In the real-life helicopter the trimmer works as a physical mechanism as well through a set of loaded springs. This is the one part of the trimmer that's slightly similar to a fixed-wing trimmer, but it is special in the case that the mechanism is not over by a control surface (like a small movable surface as part of an elevator, aileron or rudder) but rather at your control interface - the cyclic (stick) and rudder (pedals). The intended function in real life is that when you release the trimmer, two things will happen:

 

1) Your controls will remain in place. If we start with neutral cyclic, then deflect 5 degrees left and release trim there, the stick will physically stay in that position.

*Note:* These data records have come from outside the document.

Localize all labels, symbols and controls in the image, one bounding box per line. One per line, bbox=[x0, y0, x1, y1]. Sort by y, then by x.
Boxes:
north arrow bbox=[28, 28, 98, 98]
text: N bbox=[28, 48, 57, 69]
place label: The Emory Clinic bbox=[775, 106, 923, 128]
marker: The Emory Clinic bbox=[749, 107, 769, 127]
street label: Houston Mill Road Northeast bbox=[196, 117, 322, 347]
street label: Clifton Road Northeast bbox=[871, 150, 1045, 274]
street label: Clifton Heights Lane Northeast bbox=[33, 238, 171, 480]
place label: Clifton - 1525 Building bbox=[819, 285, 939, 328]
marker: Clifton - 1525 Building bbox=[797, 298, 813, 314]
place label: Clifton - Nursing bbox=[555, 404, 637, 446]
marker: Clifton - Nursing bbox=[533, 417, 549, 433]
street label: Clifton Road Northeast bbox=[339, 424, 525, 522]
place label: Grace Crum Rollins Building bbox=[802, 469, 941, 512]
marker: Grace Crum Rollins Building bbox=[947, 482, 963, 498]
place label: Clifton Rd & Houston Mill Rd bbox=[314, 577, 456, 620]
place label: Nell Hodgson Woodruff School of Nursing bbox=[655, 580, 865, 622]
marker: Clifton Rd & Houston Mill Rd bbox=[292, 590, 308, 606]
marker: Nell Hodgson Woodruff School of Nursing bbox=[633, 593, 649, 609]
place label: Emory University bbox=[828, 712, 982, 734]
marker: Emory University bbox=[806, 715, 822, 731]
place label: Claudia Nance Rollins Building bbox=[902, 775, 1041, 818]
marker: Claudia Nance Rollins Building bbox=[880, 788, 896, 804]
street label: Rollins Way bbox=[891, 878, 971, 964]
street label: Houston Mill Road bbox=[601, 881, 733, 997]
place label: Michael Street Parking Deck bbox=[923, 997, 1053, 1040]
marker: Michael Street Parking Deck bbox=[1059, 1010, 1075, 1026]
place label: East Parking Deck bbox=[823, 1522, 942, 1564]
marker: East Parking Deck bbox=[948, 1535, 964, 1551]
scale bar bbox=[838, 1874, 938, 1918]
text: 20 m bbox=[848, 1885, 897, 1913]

2) The AP channels will attempt to assist in maintaining the attitude (bank/pitch angle etc) you had at that time.

 

Now, #1 can be problematic since a simulator stick does not have a spring mechanism. This function only works with force feedback, but has the added difficulty that there's pretty much no such thing as force-feedback rudder pedals on the market. Indeed, among HOTAS sticks there's actually pretty much no Force Feedback at all anywhere - Logitech G940 is the one I know of but it is very expensive and it has driver problems last I looked at it.

 

For this reason, the simulator has to do a few tweaks to cyclic/rudder behaviour on non-FFB sticks/pedals. There are two ways it can do it which you can set up in the options screen:

 

1) Upon release of trimmer it will "halt" input from your stick and rudder for 0.5 seconds. This gives you time to center them (if you are quick). After the 0.5 seconds the center position on your stick will correspond to where it was at as you released the trimmer. So if you released at 5 degrees left, center-stick becomes 5 degrees left and 5 degrees left (physically on your joystick) becomes 10 degrees left (5 degrees from trim plus 5 degrees from your stick movement.)

 

2) Upon release of trimmer it will wait until all controls are centered before reading input. Only recommended for good sticks in my opinion - for example my previous stick, a Saitek Cyborg EVO, was not reliable with this mode because it had flaky potentiometers, so even though my stick was physically centered the stick was telling DirectInput (and thereby the simulator) that I had not yet centered my stick. At that point it becomes a rush to try to get the pots (all of them, at the same time, for all axes) to report center at the same time, preferably before I have spiraled to the ground or flown into a building.

 

Experiment a bit with those and find the one you like. If you prefer the second one but have issues with locked controls, adding a little bit of deadzone through axis tune is an option.

 

Finally, there is a file called "Producer.cfg". Within that there is a string reading ForceFeedbackEnable = true;

 

If you are having issues, it might be worth doublechecking that one to ensure that it says

ForceFeedbackEnable = false;

 

This because the simulator might be trying to use force feedback to hold your stick in position, which is kind of futile if the stick doesn't have force feedback (or is a saitek, I never got FFB to work with my saitek cyborg stick in DCS:BS).